2019 memoir by Robert Bilott

Exposure: Poisoned Water, Corporate Greed, and One Lawyer's Twenty-Year Battle against DuPont is the 2019 memoir by Robert Bilott, an American environmental attorney at Taft Stettinius & Hollister. The book follows Bilott's personal and professional journey through the litigation that revealed a global crisis of persistent organic pollution due to PFOA and PFAS, referred to as "forever chemicals." For its contribution to broadening public awareness of environmental hazard, Exposure received the 2020 Green Prize for Sustainable Literature from the Santa Monica Public Library.

The book was published in the United States in 2019 by Atria Books/Simon & Schuster. It was released in hardcover on October 8, 2019, and in paperback on July 15, 2020.

The audiobook version (also available through Atria Books) is narrated by Jeremy Bobb. The first chapter narrated by actor Mark Ruffalo, who plays Bilott in the movie Dark Waters (2019), based on these events as reported in a 2016 New York Times feature article.
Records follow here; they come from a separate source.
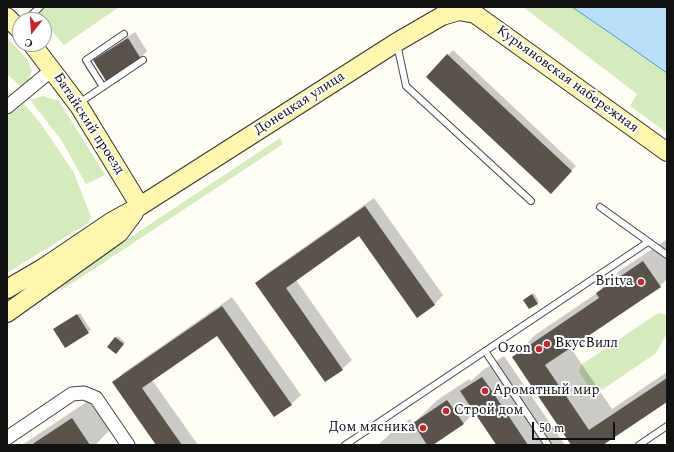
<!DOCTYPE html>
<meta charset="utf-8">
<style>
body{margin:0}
#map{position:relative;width:674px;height:452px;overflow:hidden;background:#fffdf5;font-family:Spectral,serif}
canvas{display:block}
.frame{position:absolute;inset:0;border:8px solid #111;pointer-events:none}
.north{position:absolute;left:12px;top:12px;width:40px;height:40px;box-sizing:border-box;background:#fff;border:1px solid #a0a0a0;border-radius:50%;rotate:197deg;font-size:11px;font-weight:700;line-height:16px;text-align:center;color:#111}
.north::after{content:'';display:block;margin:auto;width:14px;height:18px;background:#c4262e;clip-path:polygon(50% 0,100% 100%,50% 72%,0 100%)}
.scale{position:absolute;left:532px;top:422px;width:83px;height:18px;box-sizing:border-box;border:2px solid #111;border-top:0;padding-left:5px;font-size:12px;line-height:14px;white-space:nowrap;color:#111;-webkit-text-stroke:3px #fff;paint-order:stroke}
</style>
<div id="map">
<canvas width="674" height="452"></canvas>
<div class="frame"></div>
<div class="north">С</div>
<div class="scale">50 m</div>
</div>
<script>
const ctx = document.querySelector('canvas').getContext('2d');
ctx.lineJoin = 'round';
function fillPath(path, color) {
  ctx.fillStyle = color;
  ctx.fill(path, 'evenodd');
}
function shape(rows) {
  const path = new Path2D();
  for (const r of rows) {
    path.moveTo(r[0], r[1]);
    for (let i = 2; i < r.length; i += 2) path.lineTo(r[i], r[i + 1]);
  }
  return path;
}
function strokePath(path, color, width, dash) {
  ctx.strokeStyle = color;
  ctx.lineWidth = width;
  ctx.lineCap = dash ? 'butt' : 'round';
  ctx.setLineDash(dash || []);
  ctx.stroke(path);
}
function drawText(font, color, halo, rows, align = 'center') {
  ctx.font = font + ' Spectral,serif';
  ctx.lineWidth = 4;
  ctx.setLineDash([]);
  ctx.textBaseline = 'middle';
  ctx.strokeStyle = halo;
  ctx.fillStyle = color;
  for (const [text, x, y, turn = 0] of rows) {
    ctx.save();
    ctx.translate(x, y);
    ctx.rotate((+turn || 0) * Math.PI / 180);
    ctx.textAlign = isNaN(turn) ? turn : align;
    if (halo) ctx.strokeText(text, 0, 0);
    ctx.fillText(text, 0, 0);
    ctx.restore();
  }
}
fillPath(shape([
 [31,7,119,7,64,45],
 [523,7,572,7,667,73,667,133,630,106,637,94],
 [7,38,27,59,32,70,28,83,21,87,7,74],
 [43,96,59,101,105,175,86,184,62,141,30,100],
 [24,104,41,124,74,173,91,217,88,223,7,273,7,116],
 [280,138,283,144,62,290,57,286],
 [661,313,667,316,667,333,656,353,599,392,591,390,579,372,581,365,655,315]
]), '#d5ebbd');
const water = shape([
 [572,7,667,7,667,73,613,35,572,7]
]);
fillPath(water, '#b9e0f7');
strokePath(water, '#3f96cf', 1);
fillPath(shape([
 [135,32,147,51,140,58,94,61,102,54],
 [453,50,576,166,551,192,427,77],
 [374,198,443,295,434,305,360,235,296,280,352,360,342,369,257,283,266,274],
 [666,240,667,279,660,286,570,347,612,409,667,372,667,401,601,445,572,445,513,357,535,335,597,293,619,271],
 [534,293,539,301,537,303,526,298],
 [232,297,301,395,291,404,217,335,152,380,198,445,158,445,114,383,123,373],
 [80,313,91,330,66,347,57,327],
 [118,336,125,342,116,352,116,338],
 [504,356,565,445,497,445,475,412,463,424,431,445,378,445,392,432,410,419,413,424,436,401,469,379,471,381,483,370],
 [94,397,114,426,95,445,22,445]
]), '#0003');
fillPath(shape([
 [128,38,141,59,106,81,93,60],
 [447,54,572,171,551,194,426,77],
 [365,206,435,305,417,318,359,236,286,288,343,370,325,382,255,283],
 [643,261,661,287,545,365,589,430,667,378,667,402,603,445,571,445,512,357,599,298,596,293],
 [532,294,538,304,529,309,523,300],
 [222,306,292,405,274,417,217,336,142,388,182,445,156,445,112,382],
 [77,314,89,333,65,348,53,329],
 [115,337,124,344,116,354,107,347],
 [482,377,492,391,528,445,496,445,495,443,460,391],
 [447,400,464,424,433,445,427,445,413,423],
 [72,418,90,445,31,445]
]), '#5a524d');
const lane = shape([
 [26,20,40,7],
 [397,44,406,86,531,201],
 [103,87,86,60,124,34],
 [79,103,143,60],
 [600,207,667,255],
 [485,351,548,445],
 [345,445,648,242],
 [639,445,667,426]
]);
const street = shape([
 [7,107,53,69],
 [7,438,72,394,84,393,96,398,128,445]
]);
const secondary = shape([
 [7,17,20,30],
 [32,44,79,106,140,206],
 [7,289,43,268,111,222,140,206,397,42,442,16,459,11,475,14,667,152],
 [7,313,119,233,134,213]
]);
strokePath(lane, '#444', 8);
strokePath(street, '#444', 15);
strokePath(secondary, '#333', 20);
strokePath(lane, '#fff', 6);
strokePath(street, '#fff', 13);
strokePath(secondary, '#fff6b0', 18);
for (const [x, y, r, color] of [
 [641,282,4,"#c4262e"],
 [547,344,4,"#c4262e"],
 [539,349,4,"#c4262e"],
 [485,391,4,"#c4262e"],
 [446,411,4,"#c4262e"],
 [423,428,4,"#c4262e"]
]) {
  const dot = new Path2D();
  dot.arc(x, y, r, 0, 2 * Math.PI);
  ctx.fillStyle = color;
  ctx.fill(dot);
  strokePath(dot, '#fff', 1.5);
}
drawText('14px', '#111', '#fff', [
 ["Курьяновская набережная",567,80,36],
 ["Донецкая улица",300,104,-33],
 ["Батайский проезд",88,124,57]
]);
drawText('14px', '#111', '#fff', [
 ["Britva",633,282],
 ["ВкусВилл",555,344,"left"],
 ["Ozon",531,349],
 ["Ароматный мир",493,391,"left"],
 ["Строй дом",454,411,"left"],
 ["Дом мясника",415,428]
], 'right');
</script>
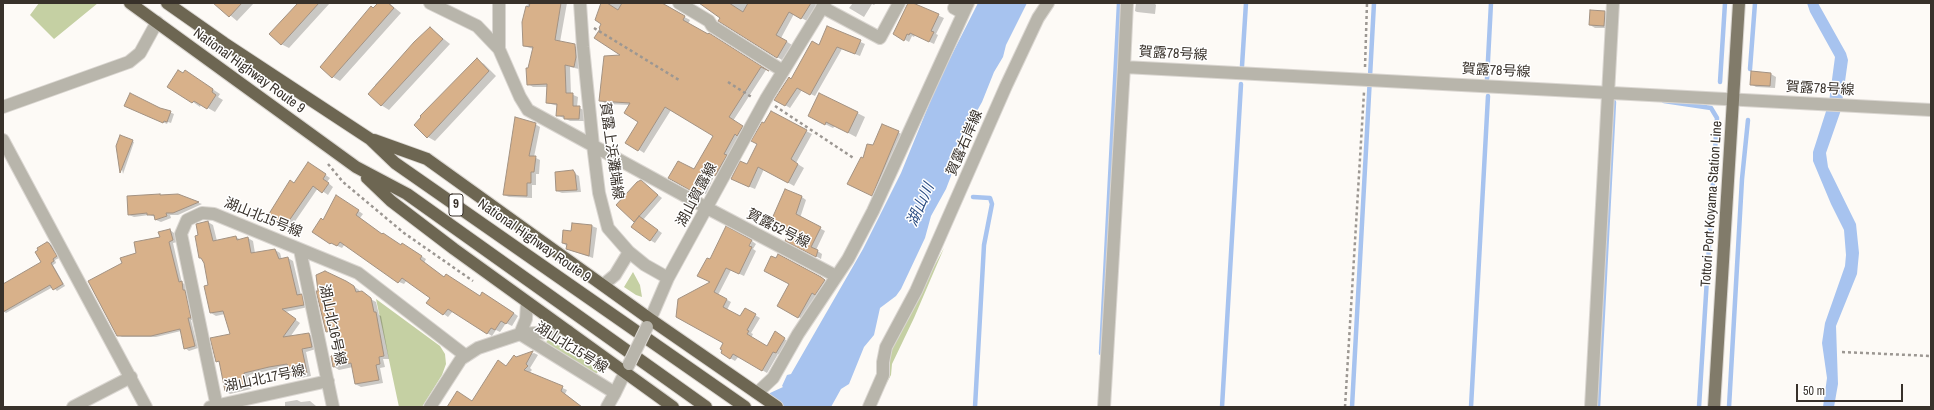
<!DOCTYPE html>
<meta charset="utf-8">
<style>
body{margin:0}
#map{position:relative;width:1934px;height:410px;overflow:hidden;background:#fdfaf6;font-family:"Archivo Narrow",sans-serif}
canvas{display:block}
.frame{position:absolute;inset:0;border:4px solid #38312a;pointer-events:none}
.scale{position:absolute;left:1796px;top:384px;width:107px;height:18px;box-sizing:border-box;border:2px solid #38312a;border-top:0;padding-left:5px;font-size:12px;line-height:14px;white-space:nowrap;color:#38312a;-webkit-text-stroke:3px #fff;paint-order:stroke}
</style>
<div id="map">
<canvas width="1934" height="410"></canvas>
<div class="frame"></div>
<div class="scale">50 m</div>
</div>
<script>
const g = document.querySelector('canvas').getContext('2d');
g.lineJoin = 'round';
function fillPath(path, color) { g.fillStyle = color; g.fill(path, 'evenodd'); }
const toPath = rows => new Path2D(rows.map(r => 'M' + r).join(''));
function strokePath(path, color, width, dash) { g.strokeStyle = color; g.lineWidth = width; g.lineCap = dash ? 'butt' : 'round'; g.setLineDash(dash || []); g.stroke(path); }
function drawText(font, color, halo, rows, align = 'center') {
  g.font = font + ' "Archivo Narrow","Noto Sans JP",sans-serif'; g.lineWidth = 3; g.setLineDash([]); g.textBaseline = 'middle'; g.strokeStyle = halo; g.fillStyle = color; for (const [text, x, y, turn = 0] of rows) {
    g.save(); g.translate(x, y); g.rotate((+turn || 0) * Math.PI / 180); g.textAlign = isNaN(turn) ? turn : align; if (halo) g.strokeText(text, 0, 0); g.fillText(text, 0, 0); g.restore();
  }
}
fillPath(toPath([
 [39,3,98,3,54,39,30,15],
 [944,248,914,318,892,364,891,375,883,390,889,373,888,360,891,347],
 [633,272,640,285,642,297,636,295,624,287],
 [376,299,440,346,445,354,446,364,442,375,422,407,399,407],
 [552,339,599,370,597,373,592,373,546,344,547,340]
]), '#c5d0a3');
fillPath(toPath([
 [978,3,1027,3,1006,45,1003,57,994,72,982,102,968,127,964,144,953,162,951,176,946,189,931,216,925,238,901,289,896,296,880,308,874,335,864,347,849,384,841,389,831,407,768,407,770,393,783,387,782,386,787,375,791,374,863,249,901,173,939,80],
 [1807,3,1818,3,1846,53,1848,60,1841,110,1826,153,1828,167,1856,224,1859,253,1857,274,1836,326,1838,384,1834,407,1823,407,1827,378,1822,343,1825,323,1845,266,1846,255,1844,230,1831,204,1813,161,1813,152,1829,102,1835,57,1810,12]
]), '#a7c3ef');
fillPath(toPath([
 [222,3,254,3,237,21,219,6],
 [297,3,330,3,289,48,281,44],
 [379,3,389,3,401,13,340,81,333,77,374,9],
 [528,3,567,3,560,42,580,48,581,60,579,69,570,67,571,94,578,97,577,107,584,110,584,121,570,121,557,115,558,106,547,103,548,87,533,87,528,84,533,49,524,46,523,22],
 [603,3,659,3,690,20,688,24,714,37,766,70,733,121,748,130,721,178,715,174,706,194,704,194,702,196,670,178,694,170,715,136,671,110,644,153,627,142,639,122,630,105,606,104,601,100,624,56,602,29],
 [702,3,818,3,807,21,794,14,781,38,792,45,782,60,719,21,722,17],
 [853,3,876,3,874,5,872,4,864,17,849,8],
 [909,3,944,18,936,34,938,35,934,44,915,35,914,37,912,36,909,42,895,34],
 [1136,3,1154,3,1156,5,1155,14,1137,12,1135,11],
 [1605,12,1610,15,1609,28,1595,28,1590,25],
 [827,27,865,44,860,56,842,49,815,96,802,90,790,108,785,105,819,46],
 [430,28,450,44,389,110,381,105,375,85],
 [477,60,484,64,496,76,435,141,428,137],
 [185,71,220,94,218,97,223,100,215,112,201,104,200,107,193,102,183,74],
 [1752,73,1771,74,1776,77,1775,88,1756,87,1751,84],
 [820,94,865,117,856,137,835,126,833,128,817,120],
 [130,95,174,114,171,123,168,122,167,124,129,107],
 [535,124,540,127,534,157,540,160,539,174,536,174,536,185,532,185,532,198,509,197,504,195],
 [806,131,812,134,796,163,804,168,794,186,764,169,755,189,738,182,748,165],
 [898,132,903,135,877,198,853,186,864,159,873,147],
 [132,141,134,142,123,174,117,146],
 [314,167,330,178,327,182,333,187,328,195,318,188,289,230,284,227,294,184],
 [572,172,579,176,581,192,562,193,557,191],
 [641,182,662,198,643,220,662,233,655,243,650,240,634,221],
 [178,195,202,204,178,215,170,215,171,218,161,222,156,220,156,217,149,215,134,217,129,215],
 [802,197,806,200,800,218,825,231,816,250,822,254,821,259,786,240,790,234,773,226],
 [341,199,363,214,360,218,383,235,401,246,407,247,426,259,424,263,445,278,480,297,488,296,518,316,512,326,506,323,500,332,496,330,492,336,453,311,448,317,428,303,431,298,407,280,404,284,399,282,345,244,342,248,331,243,324,221],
 [208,222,213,225,217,241,236,237,241,240,248,238,253,241,255,253,275,250,280,253,282,260,288,258,293,261,301,295,306,298,308,307,285,312,300,323,290,337,309,334,314,337,316,349,306,352,311,376,296,379,291,376,289,367,275,369,249,375,251,389,230,394,225,391,220,363,217,361,231,335,225,314,216,316,211,313,209,286,203,259,200,258,200,236,197,225],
 [573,224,592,226,597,228,593,258,572,251,563,243,572,232],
 [170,230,174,233,177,242,173,243,182,283,185,284,186,292,188,293,194,320,191,320,198,348,189,351,185,348,181,331,156,337,122,337,118,335,123,263],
 [752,241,756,244,753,249,756,251,744,276,731,270,718,295,731,302,727,310,741,317,745,309,760,318,751,333,753,334,751,338,767,347,775,333,789,342,781,355,778,354,767,373,739,356,735,361,730,358,724,343,712,283,711,261,748,251],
 [49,244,52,245,59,258,55,260,56,263,53,265,65,286,57,291,53,287,6,313,3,311,3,285,42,262],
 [821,278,826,281,804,320,778,306,790,284],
 [352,285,359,290,360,293,376,302,379,315,381,316,389,359,383,359,385,367,380,368,383,383,361,387,355,384,353,367,339,370,334,367,342,354,339,333,332,334,327,331],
 [534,353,538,355,530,368,532,370,529,373,567,390,565,394,582,407,448,407,473,402,516,358],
 [297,400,301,402,310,401,316,406,321,407,285,407,285,402]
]), '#0003');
strokePath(toPath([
 [1242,66,1246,3],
 [1750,69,1755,3],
 [1487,79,1491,3],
 [1720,82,1725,3],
 [1664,101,1711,108,1717,118,1699,407],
 [973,197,990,198,992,204,984,245,975,407],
 [1101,353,1119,3],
 [1222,407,1241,84],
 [1352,407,1374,3],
 [1471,407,1488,96],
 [1598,407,1614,102],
 [1729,407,1742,179,1748,120]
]), '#a7c3ef', 4.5);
const building = toPath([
 [213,3,242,3,229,17,213,3],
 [298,3,319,3,281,45,269,34,298,3],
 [378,3,388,3,394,8,332,78,320,67,371,6,373,8,378,3],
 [530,3,561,3,555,40,575,44,576,57,574,67,565,65,566,93,573,93,573,106,580,106,579,119,564,119,564,116,556,116,557,104,546,103,547,84,527,85,526,68,528,68,533,47,523,46,522,22,526,6,529,7,530,3],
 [601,3,607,3,618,10,622,3,662,3,685,16,683,20,708,34,709,33,769,71,761,67,729,117,743,126,737,136,735,134,724,154,727,155,715,176,710,172,700,192,698,191,697,194,668,178,678,161,694,169,713,136,665,107,638,151,625,143,638,122,624,113,630,103,599,101,604,56,620,55,594,38,600,29,599,28,601,24,595,20,601,3],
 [699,3,729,3,743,12,748,3,811,3,801,19,789,12,776,35,787,41,777,58,718,21,720,18,699,3],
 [908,3,913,3,939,14,931,31,934,32,929,42,910,33,909,35,907,34,904,41,893,34,908,3],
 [1590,10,1605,11,1604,26,1589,25,1590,10],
 [827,26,861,40,855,54,837,47,810,95,797,88,785,106,774,100,789,77,791,79,812,41,819,45,827,26],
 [430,27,443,39,381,106,368,94,414,42,430,27],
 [477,58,489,71,427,138,414,125,421,117,420,116,477,58],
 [178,70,183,73,185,70,213,89,212,92,216,95,207,109,194,101,192,103,167,87,178,70],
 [1751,71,1771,73,1770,86,1750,85,1751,71],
 [130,93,160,108,171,111,167,122,164,121,163,123,124,106,130,93],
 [819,93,858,112,848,133,826,122,825,125,808,116,819,93],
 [771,111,807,130,791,159,798,164,788,183,758,167,749,187,731,179,740,161,747,164,757,144,751,141,762,122,764,123,771,111],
 [515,117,536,123,529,156,536,156,534,172,531,172,531,183,527,183,527,196,503,195,515,117],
 [882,124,899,131,872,196,847,184,861,157,863,158,867,144,873,145,882,124],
 [120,135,133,140,120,173,116,146,120,135],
 [308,162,326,174,323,179,329,183,322,193,313,186,284,228,267,217,290,180,294,183,308,162],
 [573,170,575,173,577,190,556,191,555,172,573,170],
 [641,180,658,195,634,222,616,205,637,182,641,180],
 [785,189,802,196,796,214,821,227,811,247,818,250,816,257,785,241,789,233,772,226,773,222,771,221,785,189],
 [160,194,160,195,178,194,199,202,173,213,166,213,167,216,155,220,154,215,147,215,147,213,128,215,127,196,160,194],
 [336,195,359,210,356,215,382,234,383,233,401,245,402,243,422,256,420,259,444,277,446,274,480,296,482,292,514,313,506,324,501,321,495,330,491,328,487,334,448,309,443,315,426,303,430,298,402,278,398,283,340,242,337,246,331,243,330,244,312,232,321,218,323,220,336,195],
 [639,216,658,230,650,241,631,227,639,216],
 [208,221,213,241,236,236,237,240,248,237,251,253,275,249,279,259,288,257,297,295,302,294,304,305,282,309,296,319,283,337,309,333,312,347,302,349,307,373,290,376,287,364,269,367,244,373,247,386,225,391,219,361,216,362,210,338,230,334,223,311,210,313,204,286,208,285,204,263,201,258,199,258,195,236,198,235,196,224,208,221],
 [572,223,592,225,589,256,566,249,567,244,562,243,563,230,571,231,572,223],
 [726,226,752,240,749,246,752,247,739,274,726,268,714,292,727,299,723,307,740,316,745,308,756,314,747,330,749,331,747,334,767,346,775,331,785,338,776,353,773,352,762,371,733,354,730,359,721,353,722,350,720,349,723,343,676,317,678,299,710,282,697,276,707,258,710,259,726,226],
 [170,229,173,240,169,242,179,282,182,281,183,290,185,290,191,318,188,318,195,346,184,349,180,329,151,336,117,336,88,281,122,263,120,258,136,253,134,242,160,237,158,232,170,229],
 [47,242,49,243,57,256,53,259,54,261,51,263,63,284,53,290,50,285,3,312,3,284,41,262,35,252,38,250,37,248,47,242],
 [778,254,821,277,825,280,815,295,812,293,798,318,777,306,789,284,764,271,771,256,776,258,778,254],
 [325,271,346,281,354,286,356,292,362,291,371,298,374,312,376,312,384,356,379,357,380,364,376,365,379,380,355,384,351,363,333,367,331,356,341,353,337,330,326,332,316,291,318,291,316,275,325,271],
 [533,351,526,364,528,366,524,370,563,386,561,391,582,407,447,407,457,391,472,401,498,360,506,366,514,355,516,357,533,351]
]);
fillPath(building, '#d8b18a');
strokePath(building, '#a39282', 1);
const minor = toPath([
 [430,3,477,26,499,49,520,97,528,110,707,208,836,276],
 [580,3,583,47,593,145,599,193,608,228,629,252,645,265,668,278],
 [679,3,709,21,712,26,783,71],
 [957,3,954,8,963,13],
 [1127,3,1124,67,1931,110],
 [822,7,880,38,899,3],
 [499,49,499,3],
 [3,107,129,62,140,53,157,22],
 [3,140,146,407],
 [300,250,333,407],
 [603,285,615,275,629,252],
 [527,303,526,319,520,334,568,331],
 [647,327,668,278,766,99,825,3],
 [757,393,773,378,798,334,848,259,873,211,968,3],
 [73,407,131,377],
 [210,407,328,381],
 [217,407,181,234,187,220,202,213,214,214,358,273,466,356],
 [430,407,461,359,478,348,520,334,615,393],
 [607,407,615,393,629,364],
 [869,407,883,375,883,362,886,347,916,291,1006,86,1038,18,1048,3],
 [1104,407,1124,67],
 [1591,407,1613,3]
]);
const major = toPath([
 [1714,407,1739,3]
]);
const highway = toPath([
 [130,3,356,167,407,194,706,407],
 [167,3,224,43,370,139,395,163,745,407],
 [374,140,427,159,650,319,777,407],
 [367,178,391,201,454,249,673,407]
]);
strokePath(minor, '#dad6d1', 14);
strokePath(major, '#dad6d1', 14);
strokePath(highway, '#dad6d1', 14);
strokePath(toPath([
 [594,28,679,80],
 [1365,67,1367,3],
 [728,82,753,98],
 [775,106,855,159],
 [328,164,343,182,404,233,473,281],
 [1842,352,1931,356],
 [1345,407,1364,92]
]), '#9c9792', 2.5, [3, 3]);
strokePath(minor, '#b8b5ab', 12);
strokePath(major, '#817b6a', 12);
strokePath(highway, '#6d6652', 12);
const minorBridge = toPath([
 [629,364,647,327]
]);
strokePath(minorBridge, '#dad6d1', 14, []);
strokePath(minorBridge, '#b8b5ab', 12);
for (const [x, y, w] of [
 [456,205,14]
]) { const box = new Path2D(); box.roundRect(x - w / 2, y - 11, w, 22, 3); g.fillStyle = '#fff'; g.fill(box); strokePath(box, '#38312a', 1); }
drawText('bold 13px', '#38312a', null, [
 ["9",456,205]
]);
drawText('14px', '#38312a', '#fff', [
 ["賀露78号線",1173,54,3],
 ["National Highway Route 9",249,71,36],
 ["賀露78号線",1496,71,3],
 ["賀露78号線",1820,89,3],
 ["賀露右岸線",965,143,-67],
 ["賀露上浜灘端線",611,151,82],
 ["湖山賀露線",697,195,-62],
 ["Tottori Port Koyama Station Line",1712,204,-86],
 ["湖山北15号線",263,218,22],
 ["賀露52号線",778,229,27],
 ["National Highway Route 9",534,241,35],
 ["湖山北16号線",332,325,78],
 ["湖山北15号線",571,348,32],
 ["湖山北17号線",265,379,-12]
]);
drawText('italic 15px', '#2a4c82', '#fff', [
 ["湖山川",921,205,-66]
]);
</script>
The book was published for the United Kingdom by Simon & Schuster UK, and has been translated into Chinese for its release on the Chinese market on November 28, 2022. On April 6, 2023, the book was translated into Japanese and released on the Japanese market.

== Reviews ==
According to writer Nathaniel Rich, writer at large for The New York Times Magazine, the book is "An intimate account of one of the most appalling environmental crimes in modern history. Exposure is a classic story of American good and American evil—of the triumph of ingenuity, diligence, and self-sacrifice over psychopathic corporate nihilism. Rob Bilott is a hero of our time." Rich had written a 2016 feature article about Bilott and his campaign, which was published in the New York Times magazine.

Gary Rivlin in the New York Times Book Review described Exposure a "David and Goliath tale with a twist…. Bilott skillfully tells the story of his epic battle with DuPont."

Kirkus Reviews said, "Leaves little doubt that year after year, the corporation misled government agencies, courts, and consumers into a false sense of security about the poisonous nature of their manufacturing processes."

The Law Library Journal says, "Exposure is an intriguing and easy-to-follow narrative that will have you up in arms about what might be in your drinking water. If you liked Erin Brockovich or A Civil Action, this book is a must-read.”

== Related films ==
Bilott's campaign was featured in the documentary The Devil We Know (2018). Rich's 2016 article about Bilott and these events in the New York Times was adapted for the 2019 motion picture Dark Waters, starring Mark Ruffalo as Robert Bilott.